Eventually, inevitably, there were no more trees to cut. And as the lumber industry declined, the state stepped in, buying up clear-cut land. State foresters helped regenerate dense stands of trees. A museum exhibit tells the story of the Civilian Conservation Corps’ work in Pennsylvania’s forests; FDR’s Depression-era work program put more men into Pennsylvania than any other state but California. Rob and I were here to enjoy the fruits of their labors.

We met Stash Nawrocki in the Cherry Springs parking lot just as the sun was beginning to set. Stash moved to the area 15 years ago from Philadelphia, where he’d worked as an ER nurse. Today he leads private stargazing tours and volunteers as a guide for the park’s public programs.

The three of us would stargaze on an old airstrip, which the park identifies as the site for “short-term stargazing.” But first, Stash took us to the Astronomy Observation Field to see the die-hards. The field was quiet but full of tents and campers. Some people were already starting to remove the covers from wide, squat telescopes.

This area of the park has been developed with astronomers in mind. Observation domes provide protection from the wind, since even the slightest breeze can ruin a long-exposure photograph. At sundown, the entrance gate is locked to prevent any vehicles from entering or exiting. The park has built up earthen berms and planted trees to block the lights of passing cars.

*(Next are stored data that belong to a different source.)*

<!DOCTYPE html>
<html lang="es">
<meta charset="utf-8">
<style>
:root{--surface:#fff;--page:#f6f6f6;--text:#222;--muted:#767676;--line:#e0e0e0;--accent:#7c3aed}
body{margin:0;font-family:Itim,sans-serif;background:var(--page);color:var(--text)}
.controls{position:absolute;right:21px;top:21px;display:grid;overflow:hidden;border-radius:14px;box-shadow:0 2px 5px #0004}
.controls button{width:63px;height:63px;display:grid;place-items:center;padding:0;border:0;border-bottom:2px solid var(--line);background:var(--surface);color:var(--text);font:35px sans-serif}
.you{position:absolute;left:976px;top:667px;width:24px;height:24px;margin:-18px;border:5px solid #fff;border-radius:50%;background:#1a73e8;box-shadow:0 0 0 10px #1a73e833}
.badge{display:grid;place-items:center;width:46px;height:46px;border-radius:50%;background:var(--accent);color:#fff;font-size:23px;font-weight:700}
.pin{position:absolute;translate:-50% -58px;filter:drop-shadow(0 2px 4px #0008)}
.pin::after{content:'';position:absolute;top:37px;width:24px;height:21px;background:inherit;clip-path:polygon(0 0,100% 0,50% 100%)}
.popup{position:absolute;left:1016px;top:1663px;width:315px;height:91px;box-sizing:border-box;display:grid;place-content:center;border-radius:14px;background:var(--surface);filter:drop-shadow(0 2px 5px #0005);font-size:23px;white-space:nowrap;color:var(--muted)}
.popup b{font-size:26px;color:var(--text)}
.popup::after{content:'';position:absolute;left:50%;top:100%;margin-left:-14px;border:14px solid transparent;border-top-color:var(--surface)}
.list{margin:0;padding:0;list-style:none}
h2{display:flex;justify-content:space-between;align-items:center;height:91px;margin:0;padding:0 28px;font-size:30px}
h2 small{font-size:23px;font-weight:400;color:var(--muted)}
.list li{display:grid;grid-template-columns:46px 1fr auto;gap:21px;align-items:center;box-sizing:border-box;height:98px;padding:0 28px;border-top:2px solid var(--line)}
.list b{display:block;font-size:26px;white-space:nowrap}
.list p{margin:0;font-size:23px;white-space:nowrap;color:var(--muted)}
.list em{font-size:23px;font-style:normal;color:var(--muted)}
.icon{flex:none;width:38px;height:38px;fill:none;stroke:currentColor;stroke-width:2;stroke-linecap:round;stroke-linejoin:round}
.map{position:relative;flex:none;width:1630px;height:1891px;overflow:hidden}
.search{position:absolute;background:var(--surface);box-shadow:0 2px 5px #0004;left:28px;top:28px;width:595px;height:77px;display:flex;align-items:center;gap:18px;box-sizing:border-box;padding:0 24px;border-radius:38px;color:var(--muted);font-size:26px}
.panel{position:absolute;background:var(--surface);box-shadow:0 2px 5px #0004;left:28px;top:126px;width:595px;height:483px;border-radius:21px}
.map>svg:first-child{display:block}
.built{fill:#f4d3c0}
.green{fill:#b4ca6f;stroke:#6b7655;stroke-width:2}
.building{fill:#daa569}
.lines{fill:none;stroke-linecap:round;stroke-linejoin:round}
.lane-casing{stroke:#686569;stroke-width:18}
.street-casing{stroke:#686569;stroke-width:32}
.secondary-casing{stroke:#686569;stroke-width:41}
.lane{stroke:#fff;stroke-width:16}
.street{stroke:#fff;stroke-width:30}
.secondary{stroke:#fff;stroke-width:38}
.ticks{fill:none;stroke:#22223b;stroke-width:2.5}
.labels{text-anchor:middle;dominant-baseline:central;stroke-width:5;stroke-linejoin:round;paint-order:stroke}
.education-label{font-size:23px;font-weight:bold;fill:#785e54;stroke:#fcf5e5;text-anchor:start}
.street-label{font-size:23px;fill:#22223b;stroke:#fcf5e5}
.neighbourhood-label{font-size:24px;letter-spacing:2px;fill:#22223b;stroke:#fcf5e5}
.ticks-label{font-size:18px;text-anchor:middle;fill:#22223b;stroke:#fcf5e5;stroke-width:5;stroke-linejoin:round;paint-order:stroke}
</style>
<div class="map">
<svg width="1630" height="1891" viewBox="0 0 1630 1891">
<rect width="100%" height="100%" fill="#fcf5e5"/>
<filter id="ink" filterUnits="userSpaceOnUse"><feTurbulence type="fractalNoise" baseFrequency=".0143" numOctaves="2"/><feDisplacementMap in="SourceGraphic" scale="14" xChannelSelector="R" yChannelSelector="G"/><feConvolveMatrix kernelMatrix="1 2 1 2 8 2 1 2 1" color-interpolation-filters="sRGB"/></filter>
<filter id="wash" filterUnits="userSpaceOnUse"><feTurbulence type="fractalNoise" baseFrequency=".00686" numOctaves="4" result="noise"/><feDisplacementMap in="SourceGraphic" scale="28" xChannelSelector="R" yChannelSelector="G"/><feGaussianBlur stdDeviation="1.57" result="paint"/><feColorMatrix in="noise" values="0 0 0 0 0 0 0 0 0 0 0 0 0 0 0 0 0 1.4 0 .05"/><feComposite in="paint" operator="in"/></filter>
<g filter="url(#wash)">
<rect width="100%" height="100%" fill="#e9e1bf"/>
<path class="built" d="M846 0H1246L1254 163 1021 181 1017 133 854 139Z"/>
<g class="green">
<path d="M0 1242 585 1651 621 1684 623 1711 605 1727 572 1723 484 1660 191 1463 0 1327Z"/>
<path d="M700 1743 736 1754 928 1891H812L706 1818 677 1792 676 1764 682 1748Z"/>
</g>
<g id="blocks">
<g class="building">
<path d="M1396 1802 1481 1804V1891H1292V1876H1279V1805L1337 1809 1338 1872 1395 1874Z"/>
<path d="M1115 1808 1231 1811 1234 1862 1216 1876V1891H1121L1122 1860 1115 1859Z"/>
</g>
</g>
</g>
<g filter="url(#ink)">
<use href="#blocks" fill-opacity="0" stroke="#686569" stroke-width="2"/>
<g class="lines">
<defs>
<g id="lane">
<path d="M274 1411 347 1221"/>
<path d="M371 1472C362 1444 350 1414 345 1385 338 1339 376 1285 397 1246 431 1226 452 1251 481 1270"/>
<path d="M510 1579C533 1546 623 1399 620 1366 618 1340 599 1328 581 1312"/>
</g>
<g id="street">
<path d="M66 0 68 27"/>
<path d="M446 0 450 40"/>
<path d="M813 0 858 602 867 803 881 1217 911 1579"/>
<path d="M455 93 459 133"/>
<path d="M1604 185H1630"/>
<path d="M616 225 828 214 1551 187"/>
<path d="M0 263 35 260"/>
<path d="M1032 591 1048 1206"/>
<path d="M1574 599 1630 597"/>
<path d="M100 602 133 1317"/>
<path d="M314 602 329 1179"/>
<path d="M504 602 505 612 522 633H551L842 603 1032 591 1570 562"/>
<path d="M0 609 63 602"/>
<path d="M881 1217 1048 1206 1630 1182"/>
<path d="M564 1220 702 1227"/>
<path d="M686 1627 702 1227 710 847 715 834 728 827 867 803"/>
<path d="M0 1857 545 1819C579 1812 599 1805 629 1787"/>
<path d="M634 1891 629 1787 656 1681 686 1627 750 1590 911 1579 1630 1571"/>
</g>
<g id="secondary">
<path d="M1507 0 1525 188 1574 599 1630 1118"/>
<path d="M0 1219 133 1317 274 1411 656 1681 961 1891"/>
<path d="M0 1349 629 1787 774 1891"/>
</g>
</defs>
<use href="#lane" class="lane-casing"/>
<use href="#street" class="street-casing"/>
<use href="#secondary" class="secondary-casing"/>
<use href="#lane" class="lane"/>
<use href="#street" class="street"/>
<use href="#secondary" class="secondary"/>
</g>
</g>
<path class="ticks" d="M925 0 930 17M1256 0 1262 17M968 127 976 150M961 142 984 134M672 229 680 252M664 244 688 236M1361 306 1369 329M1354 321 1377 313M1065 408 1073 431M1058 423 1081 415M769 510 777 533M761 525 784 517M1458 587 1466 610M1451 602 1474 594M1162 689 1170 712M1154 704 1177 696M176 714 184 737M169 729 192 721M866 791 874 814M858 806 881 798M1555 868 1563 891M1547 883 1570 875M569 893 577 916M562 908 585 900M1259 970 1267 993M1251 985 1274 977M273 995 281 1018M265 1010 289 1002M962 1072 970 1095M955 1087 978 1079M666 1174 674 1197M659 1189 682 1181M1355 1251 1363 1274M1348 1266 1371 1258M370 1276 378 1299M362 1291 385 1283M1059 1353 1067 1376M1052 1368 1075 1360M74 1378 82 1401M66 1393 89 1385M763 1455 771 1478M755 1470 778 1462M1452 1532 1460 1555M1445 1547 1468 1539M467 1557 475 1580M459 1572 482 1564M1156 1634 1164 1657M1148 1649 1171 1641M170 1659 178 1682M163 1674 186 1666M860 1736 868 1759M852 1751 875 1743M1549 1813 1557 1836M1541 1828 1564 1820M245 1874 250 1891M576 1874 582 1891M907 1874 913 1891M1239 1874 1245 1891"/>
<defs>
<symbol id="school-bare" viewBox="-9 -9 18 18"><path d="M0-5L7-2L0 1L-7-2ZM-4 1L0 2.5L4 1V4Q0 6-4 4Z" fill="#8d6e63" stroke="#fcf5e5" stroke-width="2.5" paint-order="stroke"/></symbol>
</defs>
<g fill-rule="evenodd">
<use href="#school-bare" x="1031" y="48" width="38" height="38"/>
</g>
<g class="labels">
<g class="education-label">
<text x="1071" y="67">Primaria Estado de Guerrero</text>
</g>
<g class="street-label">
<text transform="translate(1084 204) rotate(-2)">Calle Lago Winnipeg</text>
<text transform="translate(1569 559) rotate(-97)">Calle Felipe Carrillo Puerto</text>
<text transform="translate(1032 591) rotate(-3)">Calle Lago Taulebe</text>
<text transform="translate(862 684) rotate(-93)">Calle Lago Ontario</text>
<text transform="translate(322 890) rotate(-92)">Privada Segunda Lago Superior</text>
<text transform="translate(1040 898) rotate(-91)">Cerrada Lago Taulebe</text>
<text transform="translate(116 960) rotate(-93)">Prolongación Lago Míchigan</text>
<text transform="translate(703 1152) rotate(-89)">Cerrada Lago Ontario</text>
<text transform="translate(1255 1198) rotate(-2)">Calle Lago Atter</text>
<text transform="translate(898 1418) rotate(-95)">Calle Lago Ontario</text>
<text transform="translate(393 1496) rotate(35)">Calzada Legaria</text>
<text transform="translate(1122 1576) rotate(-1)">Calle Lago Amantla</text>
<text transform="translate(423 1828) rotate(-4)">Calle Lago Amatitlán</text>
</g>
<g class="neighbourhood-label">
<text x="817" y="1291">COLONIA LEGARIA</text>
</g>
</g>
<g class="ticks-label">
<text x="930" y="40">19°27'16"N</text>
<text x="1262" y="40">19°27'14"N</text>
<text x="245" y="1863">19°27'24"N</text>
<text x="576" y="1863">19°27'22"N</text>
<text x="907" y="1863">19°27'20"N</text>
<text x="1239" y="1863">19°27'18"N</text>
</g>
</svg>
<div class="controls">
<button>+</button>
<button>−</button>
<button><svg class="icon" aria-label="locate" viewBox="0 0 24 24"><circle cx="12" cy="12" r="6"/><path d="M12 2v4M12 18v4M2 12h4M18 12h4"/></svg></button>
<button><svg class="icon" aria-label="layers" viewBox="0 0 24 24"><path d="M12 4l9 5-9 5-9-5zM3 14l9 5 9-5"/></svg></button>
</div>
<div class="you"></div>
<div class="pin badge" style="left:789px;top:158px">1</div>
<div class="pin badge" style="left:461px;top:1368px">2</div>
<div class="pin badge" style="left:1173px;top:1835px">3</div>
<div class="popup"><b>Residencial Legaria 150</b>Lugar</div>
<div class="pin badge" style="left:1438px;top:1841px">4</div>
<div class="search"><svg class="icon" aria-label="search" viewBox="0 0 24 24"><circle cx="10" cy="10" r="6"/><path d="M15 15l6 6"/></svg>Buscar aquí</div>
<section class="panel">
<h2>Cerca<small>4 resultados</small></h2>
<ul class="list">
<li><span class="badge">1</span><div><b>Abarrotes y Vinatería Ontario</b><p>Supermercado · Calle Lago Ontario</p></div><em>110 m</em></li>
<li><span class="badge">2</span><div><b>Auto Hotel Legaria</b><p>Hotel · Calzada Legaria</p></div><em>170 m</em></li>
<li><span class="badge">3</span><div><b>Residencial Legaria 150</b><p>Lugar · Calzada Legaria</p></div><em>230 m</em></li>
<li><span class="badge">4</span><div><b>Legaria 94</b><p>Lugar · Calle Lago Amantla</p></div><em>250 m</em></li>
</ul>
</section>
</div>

Stash took us back to our side of the field, where he had set up a telescope. We looked to the western sky and saw a bright dot slowly emerge. This, Stash told us, was Venus. When the sky grew darker, he had us look at the planet through the telescope.

I was expecting a round planet, but I saw a crescent. “No way!” I said.

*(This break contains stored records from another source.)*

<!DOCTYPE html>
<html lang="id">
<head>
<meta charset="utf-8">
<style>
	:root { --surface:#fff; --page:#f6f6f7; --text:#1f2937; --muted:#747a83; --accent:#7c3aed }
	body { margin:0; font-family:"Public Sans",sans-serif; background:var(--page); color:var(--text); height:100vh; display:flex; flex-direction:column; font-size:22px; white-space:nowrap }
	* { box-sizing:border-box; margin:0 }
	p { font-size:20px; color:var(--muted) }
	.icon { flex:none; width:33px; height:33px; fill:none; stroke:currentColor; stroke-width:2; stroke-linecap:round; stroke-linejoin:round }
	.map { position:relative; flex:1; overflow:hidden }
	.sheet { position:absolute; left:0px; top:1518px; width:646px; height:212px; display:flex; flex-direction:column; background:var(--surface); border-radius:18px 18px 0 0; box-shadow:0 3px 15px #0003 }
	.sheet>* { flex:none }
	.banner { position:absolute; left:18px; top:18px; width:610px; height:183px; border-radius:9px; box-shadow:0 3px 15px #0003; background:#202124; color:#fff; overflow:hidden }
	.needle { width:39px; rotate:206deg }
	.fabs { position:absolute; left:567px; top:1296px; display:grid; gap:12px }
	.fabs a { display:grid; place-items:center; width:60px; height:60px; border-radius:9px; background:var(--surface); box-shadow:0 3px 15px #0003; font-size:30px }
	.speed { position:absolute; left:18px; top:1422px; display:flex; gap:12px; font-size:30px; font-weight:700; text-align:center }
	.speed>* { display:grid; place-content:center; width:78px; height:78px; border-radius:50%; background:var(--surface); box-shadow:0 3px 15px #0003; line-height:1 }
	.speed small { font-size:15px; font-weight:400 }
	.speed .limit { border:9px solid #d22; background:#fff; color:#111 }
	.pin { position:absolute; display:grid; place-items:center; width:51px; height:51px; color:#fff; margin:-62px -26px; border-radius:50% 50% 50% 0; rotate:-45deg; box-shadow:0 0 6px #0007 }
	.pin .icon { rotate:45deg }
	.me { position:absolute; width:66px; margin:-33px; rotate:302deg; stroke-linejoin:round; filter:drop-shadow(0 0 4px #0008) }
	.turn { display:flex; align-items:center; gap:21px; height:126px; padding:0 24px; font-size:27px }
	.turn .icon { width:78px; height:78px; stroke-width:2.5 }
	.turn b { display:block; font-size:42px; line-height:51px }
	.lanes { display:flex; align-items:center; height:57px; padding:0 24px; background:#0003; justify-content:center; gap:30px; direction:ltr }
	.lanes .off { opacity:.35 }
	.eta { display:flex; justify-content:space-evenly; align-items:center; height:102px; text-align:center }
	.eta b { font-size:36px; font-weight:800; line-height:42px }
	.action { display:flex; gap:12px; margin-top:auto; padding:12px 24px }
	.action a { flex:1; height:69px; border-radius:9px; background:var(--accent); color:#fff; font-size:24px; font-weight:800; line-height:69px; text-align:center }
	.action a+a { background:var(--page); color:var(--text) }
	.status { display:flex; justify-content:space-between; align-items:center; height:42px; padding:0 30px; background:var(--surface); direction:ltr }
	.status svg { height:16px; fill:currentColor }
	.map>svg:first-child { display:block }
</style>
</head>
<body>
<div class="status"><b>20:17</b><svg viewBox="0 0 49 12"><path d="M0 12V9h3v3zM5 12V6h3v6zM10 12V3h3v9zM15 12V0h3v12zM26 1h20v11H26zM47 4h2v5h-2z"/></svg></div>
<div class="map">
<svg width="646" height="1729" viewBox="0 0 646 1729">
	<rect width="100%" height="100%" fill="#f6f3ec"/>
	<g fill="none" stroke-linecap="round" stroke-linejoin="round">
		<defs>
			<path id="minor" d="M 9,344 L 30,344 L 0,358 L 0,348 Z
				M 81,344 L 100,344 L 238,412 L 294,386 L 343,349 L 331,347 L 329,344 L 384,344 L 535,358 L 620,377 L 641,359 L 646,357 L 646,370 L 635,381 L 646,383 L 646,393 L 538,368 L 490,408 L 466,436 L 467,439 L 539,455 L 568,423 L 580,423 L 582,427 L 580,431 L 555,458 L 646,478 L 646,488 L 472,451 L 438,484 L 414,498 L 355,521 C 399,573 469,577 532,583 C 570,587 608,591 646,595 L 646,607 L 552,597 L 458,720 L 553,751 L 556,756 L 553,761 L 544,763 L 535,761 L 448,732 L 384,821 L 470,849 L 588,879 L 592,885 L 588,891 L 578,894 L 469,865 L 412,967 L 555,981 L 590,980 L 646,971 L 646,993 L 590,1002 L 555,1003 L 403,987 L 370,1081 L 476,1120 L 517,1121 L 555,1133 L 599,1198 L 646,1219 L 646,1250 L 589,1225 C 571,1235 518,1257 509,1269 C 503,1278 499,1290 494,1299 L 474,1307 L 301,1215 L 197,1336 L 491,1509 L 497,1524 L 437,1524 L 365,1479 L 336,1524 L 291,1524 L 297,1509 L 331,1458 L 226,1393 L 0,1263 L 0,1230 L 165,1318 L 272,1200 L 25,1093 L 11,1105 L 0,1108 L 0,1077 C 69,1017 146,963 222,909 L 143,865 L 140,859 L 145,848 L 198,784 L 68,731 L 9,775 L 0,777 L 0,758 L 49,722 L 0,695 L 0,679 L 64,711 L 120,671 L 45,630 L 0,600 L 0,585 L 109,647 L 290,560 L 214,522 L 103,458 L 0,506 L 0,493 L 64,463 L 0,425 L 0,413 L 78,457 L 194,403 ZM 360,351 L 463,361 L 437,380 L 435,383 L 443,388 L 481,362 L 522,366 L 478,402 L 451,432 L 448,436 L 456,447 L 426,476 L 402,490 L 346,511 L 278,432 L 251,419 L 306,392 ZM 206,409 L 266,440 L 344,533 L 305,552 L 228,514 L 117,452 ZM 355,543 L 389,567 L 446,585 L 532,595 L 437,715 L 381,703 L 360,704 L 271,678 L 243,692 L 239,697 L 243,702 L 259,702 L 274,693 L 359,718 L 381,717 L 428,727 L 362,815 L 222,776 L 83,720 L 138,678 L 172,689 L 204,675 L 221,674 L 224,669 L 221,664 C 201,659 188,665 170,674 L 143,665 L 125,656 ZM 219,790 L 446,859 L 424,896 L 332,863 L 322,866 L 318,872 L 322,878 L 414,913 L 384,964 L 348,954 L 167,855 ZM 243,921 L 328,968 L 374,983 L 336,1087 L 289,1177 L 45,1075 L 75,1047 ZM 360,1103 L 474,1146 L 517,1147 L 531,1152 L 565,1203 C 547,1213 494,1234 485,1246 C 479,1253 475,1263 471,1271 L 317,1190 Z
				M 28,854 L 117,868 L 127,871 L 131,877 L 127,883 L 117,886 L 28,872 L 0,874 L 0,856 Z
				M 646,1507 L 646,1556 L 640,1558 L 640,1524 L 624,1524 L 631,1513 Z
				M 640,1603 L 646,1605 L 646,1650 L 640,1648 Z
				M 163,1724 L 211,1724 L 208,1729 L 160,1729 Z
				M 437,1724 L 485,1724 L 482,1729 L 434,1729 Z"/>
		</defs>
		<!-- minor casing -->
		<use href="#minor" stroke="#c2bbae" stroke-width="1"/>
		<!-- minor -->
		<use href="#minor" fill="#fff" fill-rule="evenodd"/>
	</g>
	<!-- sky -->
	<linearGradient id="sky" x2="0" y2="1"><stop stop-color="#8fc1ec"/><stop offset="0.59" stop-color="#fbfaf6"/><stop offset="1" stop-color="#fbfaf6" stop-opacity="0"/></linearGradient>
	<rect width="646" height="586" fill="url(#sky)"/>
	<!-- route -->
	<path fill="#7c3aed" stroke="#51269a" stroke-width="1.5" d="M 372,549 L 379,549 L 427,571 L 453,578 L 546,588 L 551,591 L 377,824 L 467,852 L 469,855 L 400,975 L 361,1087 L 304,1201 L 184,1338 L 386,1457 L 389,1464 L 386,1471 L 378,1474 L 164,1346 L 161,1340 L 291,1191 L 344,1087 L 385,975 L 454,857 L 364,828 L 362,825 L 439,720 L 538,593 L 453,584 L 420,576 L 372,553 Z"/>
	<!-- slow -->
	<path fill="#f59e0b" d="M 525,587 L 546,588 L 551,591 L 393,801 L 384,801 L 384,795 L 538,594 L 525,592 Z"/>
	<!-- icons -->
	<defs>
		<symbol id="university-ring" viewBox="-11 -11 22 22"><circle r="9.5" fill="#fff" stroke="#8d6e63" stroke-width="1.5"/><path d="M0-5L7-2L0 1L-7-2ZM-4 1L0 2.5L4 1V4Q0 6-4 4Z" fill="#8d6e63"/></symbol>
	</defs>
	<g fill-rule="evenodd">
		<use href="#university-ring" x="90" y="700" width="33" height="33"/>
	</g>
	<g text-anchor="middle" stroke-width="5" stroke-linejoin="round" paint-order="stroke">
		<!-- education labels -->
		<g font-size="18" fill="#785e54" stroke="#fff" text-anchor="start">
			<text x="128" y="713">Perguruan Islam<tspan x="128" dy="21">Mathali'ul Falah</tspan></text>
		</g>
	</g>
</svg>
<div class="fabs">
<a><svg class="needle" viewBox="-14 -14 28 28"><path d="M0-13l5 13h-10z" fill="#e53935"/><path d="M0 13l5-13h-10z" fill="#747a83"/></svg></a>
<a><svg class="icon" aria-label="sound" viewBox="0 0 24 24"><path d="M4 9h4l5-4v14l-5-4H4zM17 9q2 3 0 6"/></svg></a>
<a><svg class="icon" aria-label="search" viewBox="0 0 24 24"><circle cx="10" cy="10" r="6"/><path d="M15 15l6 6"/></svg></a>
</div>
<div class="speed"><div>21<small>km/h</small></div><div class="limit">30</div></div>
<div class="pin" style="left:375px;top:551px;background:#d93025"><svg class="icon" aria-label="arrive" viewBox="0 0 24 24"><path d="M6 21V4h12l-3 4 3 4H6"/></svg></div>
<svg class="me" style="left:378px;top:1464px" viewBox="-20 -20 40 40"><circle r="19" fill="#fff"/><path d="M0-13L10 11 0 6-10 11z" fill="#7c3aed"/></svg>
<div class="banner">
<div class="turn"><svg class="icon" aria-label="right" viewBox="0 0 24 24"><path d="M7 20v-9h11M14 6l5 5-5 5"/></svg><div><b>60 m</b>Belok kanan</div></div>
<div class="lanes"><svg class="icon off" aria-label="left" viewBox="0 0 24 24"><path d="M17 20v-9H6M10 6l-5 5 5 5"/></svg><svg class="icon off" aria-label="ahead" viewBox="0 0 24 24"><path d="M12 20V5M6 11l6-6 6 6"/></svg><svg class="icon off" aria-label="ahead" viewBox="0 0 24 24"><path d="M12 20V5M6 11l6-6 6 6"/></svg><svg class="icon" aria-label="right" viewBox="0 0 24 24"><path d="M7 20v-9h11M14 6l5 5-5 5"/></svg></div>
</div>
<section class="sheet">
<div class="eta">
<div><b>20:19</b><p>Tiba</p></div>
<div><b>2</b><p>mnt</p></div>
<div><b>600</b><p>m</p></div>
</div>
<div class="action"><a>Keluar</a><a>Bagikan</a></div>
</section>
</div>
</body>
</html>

“That’s what most people say,” Stash said.

Venus has phases, like the moon; the crescent we saw was the part of the planet facing the sun. My surprise turned into reflection: How had I never thought about this before?

The night was filled with such lessons. Stash taught us how to find Polaris, the North Star, by following the two stars on the right side of the Big Dipper’s cup. He explained how the constellations rotate around the North Star and showed us the separate invisible line, known as the elliptic, on which we would see planets.

“Planets don’t move in the same apparent motion as the stars,” he said. Again, this felt like something I should have known, maybe did know. I realized how little time I’ve spent looking into my light-polluted night sky back home.

The night wasn’t all stars and planets. Just as the Lumber Museum had shown us something about nature, so Stash’s stargazing tour included a nod to humans. If we stared at an area of the sky without focusing too much on any one spot, he told us, we could see satellites.

“There’s one,” Rob said before too long. Sure enough, we saw a tiny white dot purposefully making its way across the sky.

He told us that we could even see the International Space Station with the naked eye, although we wouldn’t that particular night – it wouldn’t appear until around 4:30 in the morning. NASA’s Web site gives details on when and where it passes.

After several hours, Rob and I left to head back to our motel.

“Be careful,” Stash warned as we departed. “There are animals everywhere.”

He was right. We saw two foxes, three deer, four porcupines and even a small mouselike creature scurrying across the road.

While we were driving back, Cherry Springs still felt like the middle of nowhere. But after we’d stared up into the universe for the night, so did the entire planet.